Imagining Latinidad by Anonim Pdf

Imagining Latinidad examines how Latin American migrants use technology for public engagement, social activism, and to build digital, diasporic communities. Thanks to platforms like Facebook and YouTube, immigrants from Latin America can stay in contact with the culture they left behind. Members of these groups share information related to their homeland through discussions of food, music, celebrations, and other cultural elements. Despite their physical distance, these diasporic virtual communities are not far removed from the struggles in their homelands, and migrant activists play a central role in shaping politics both in their home country and in their host country. Contributors are: Amanda Arrais, Karla Castillo Villapudua, David S. Dalton, Jason H. Dormady, Carmen Gabriela Febles, Álvaro González Alba, Yunuen Ysela Mandujano-Salazar, Anna Marta Marini, Diana Denisse Merchant Ley, Covadonga Lamar Prieto, María del Pilar Ramírez Gröbli, David Ramírez Plascencia, Jessica Retis, Nancy Rios-Contreras, and Patria Román-Velázquez. Imagining Latinidad: Digital Diasporas and Public Engagement Among Latin American Migrants is now available in paperback for individual customers.

Robo Sacer

Author : David S. Dalton
Publisher : Vanderbilt University Press
Page : 392 pages
File Size : 46,9 Mb
Release : 2023-05-15
Category : Social Science
ISBN : 9780826505392

Get Book

Robo Sacer by David S. Dalton Pdf

Robo Sacer engages the digital humanities, critical race theory, border studies, biopolitical theory, and necropolitical theory to interrogate how technology has been used to oppress people of Mexican descent—both within Mexico and in the United States—since the advent of the North American Free Trade Agreement (NAFTA) in 1994. As the book argues, robo-sacer identity emerges as transnational flows of bodies, capital, and technology become an institutionalized state of exception that relegates people from marginalized communities to the periphery. And yet the same technology can be utilized by the oppressed in the service of resistance. The texts studied here represent speculative stories about this technological empowerment.
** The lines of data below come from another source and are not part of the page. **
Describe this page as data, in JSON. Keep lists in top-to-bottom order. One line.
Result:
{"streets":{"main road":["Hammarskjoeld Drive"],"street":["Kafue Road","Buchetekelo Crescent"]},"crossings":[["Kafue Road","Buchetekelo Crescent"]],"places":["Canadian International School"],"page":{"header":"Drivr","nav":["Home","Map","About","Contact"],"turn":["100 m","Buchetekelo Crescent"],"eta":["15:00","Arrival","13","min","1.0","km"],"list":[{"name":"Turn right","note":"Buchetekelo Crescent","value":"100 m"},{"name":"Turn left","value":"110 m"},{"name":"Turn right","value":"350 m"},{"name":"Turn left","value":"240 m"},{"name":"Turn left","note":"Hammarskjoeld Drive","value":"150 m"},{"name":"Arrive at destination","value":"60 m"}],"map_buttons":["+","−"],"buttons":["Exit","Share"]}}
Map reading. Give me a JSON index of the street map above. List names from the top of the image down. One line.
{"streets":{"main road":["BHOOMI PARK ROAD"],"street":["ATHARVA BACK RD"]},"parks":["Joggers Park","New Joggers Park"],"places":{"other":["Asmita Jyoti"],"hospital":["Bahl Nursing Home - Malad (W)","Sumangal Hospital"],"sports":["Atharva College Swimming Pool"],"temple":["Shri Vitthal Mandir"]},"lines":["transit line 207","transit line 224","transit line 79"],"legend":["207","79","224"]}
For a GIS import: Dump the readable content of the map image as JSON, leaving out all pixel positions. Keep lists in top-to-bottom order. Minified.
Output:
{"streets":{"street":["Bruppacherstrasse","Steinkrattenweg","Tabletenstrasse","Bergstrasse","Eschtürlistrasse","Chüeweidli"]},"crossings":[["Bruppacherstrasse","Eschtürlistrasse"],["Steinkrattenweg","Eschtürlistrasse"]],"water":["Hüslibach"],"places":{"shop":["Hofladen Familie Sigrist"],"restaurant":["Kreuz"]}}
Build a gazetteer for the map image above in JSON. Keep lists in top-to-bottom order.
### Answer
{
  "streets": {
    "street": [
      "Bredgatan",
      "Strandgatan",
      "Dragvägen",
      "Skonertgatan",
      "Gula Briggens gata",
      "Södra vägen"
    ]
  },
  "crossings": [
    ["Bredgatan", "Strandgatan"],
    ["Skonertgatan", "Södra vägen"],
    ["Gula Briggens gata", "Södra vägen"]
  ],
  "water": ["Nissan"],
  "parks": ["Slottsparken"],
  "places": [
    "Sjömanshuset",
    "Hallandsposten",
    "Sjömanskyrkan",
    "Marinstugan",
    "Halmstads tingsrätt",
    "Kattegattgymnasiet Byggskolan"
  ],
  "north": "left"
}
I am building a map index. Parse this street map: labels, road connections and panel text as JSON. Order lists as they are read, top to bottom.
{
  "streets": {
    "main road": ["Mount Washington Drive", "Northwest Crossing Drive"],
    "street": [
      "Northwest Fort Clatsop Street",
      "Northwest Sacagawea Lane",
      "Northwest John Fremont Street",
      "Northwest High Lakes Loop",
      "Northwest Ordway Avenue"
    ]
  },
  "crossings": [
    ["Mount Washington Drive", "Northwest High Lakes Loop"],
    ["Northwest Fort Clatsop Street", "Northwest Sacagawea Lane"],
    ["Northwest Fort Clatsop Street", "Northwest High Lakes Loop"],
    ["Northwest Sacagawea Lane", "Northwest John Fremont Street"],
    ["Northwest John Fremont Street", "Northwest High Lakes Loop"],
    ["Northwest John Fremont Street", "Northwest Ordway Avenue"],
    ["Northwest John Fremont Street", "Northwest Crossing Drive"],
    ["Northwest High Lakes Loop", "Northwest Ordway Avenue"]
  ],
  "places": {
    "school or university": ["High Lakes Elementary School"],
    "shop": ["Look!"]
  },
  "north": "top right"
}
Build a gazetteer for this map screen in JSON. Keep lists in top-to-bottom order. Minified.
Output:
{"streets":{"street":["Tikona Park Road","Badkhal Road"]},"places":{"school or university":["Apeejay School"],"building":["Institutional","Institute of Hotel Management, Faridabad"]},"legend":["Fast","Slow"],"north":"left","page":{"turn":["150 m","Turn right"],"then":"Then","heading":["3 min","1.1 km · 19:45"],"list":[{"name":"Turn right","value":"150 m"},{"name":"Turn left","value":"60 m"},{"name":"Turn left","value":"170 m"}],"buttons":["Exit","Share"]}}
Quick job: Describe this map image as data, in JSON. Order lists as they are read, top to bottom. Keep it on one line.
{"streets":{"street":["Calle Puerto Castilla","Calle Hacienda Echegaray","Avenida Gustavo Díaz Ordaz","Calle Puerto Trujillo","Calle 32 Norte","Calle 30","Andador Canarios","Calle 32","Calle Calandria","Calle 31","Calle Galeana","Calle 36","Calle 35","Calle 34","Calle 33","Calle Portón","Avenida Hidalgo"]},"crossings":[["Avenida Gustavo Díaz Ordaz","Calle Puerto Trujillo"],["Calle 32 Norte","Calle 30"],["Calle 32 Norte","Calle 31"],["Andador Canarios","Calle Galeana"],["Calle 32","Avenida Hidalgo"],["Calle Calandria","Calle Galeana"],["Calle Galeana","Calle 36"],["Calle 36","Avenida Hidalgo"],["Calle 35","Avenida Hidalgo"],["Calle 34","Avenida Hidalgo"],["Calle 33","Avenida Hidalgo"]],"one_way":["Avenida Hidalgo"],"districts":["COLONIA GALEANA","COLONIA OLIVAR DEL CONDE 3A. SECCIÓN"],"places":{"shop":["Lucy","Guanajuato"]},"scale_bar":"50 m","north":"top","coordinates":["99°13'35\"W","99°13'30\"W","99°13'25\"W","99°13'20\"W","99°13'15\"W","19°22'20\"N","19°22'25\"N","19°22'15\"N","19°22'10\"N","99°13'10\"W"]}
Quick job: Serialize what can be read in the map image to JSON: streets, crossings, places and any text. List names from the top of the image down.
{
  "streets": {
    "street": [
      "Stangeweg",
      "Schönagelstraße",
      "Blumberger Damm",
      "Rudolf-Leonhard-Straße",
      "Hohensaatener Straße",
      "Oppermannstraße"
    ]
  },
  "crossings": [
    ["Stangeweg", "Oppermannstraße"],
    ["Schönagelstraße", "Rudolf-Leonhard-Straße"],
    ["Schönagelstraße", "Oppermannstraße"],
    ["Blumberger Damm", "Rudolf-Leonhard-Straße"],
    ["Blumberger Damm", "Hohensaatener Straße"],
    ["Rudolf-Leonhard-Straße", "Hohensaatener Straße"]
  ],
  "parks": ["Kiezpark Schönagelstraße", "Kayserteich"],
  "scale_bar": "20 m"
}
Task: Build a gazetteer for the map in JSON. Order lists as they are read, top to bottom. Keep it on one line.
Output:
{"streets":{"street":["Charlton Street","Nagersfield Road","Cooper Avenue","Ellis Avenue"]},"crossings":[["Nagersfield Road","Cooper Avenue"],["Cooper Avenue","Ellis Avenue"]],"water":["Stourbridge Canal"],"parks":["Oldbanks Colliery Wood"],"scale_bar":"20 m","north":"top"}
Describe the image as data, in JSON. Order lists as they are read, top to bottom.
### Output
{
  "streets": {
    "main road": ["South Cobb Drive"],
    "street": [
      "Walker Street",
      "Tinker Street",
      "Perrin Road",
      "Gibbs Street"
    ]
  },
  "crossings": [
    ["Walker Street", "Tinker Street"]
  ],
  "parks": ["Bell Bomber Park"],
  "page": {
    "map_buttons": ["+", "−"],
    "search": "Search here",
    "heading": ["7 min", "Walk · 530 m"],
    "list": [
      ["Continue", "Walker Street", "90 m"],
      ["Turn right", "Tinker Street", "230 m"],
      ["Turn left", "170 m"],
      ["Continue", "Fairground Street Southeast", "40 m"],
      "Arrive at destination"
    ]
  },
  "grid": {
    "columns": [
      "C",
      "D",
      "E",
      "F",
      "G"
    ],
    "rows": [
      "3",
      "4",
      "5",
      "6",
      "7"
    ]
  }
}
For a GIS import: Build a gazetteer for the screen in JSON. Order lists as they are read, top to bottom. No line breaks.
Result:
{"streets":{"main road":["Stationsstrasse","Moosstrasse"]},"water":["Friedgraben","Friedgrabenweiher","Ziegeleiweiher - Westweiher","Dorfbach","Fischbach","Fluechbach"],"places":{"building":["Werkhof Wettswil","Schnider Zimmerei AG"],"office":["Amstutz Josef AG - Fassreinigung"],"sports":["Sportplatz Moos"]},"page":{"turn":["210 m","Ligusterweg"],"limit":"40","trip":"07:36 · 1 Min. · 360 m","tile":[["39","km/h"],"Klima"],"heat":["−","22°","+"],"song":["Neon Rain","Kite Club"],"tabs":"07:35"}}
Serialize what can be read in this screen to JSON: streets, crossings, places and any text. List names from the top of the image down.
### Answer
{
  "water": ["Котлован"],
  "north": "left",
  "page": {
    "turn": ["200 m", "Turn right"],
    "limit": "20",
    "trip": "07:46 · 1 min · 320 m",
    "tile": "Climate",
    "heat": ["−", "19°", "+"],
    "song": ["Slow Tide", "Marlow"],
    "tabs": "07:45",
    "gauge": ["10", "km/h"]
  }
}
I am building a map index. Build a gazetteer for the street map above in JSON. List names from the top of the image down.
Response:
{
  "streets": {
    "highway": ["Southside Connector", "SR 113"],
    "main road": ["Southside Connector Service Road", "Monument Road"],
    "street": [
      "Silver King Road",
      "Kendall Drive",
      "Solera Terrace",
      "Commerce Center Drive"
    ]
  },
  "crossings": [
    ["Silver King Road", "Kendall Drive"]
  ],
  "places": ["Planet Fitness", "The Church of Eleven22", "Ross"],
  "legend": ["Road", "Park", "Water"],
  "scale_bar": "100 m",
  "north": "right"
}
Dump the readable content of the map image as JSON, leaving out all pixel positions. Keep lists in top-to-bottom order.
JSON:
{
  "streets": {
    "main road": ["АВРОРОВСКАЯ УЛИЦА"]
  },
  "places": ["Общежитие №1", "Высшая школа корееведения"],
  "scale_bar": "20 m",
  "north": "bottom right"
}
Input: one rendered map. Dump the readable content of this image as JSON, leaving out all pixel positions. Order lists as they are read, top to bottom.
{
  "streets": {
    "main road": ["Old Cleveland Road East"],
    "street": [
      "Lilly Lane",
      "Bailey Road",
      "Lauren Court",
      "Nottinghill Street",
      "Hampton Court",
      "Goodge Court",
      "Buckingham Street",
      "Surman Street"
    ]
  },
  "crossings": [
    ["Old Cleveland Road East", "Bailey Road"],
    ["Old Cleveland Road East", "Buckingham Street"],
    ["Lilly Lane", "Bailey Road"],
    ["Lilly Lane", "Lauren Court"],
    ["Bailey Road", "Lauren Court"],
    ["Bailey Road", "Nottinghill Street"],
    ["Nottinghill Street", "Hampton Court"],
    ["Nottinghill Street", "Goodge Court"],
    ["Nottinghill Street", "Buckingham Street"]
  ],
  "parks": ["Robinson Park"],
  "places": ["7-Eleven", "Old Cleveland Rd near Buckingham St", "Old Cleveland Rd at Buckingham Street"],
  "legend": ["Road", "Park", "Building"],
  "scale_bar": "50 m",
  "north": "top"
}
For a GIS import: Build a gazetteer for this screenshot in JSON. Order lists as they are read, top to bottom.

These texts theorize different means of techno-resistance to key realities that have emerged within Mexican and Chicano/a/x communities under the rise and reign of neoliberalism. The first three chapters deal with dehumanization, the trafficking of death, and unbalanced access to technology. The final two chapters deal with the major forms of violence—feminicide and drug-related violence—that have grown exponentially in Mexico with the rise of neoliberalism. These stories theorize the role of technology both in oppressing and in providing the subaltern with necessary tools for resistance. Robo Sacer builds on the previous studies of Sayak Valencia, Irmgard Emmelhainz, Guy Emerson, Achille Mbembe, and of course Giorgio Agamben, but it differentiates itself from them through its theorization on how technology—and particularly cyborg subjectivity—can amend the reigning biopolitical and necropolitical structures of power in potentially liberatory ways. Robo Sacer shows how the cyborg can denaturalize constructs of zoē by providing an outlet through which the oppressed can tell their stories, thus imbuing the oppressed with the power to combat imperialist forces.

Mambo Montage

Author : Agustín Laó-Montes,Arlene M. Dávila
Publisher : Columbia University Press
Page : 520 pages
File Size : 51,9 Mb
Release : 2001
Category : Hispanic Americans
ISBN : 9780231112758

Get Book

Mambo Montage by Agustín Laó-Montes,Arlene M. Dávila Pdf

A report on the state of Latino politics and culture in New York--the most populous and diverse Latino city in the United States.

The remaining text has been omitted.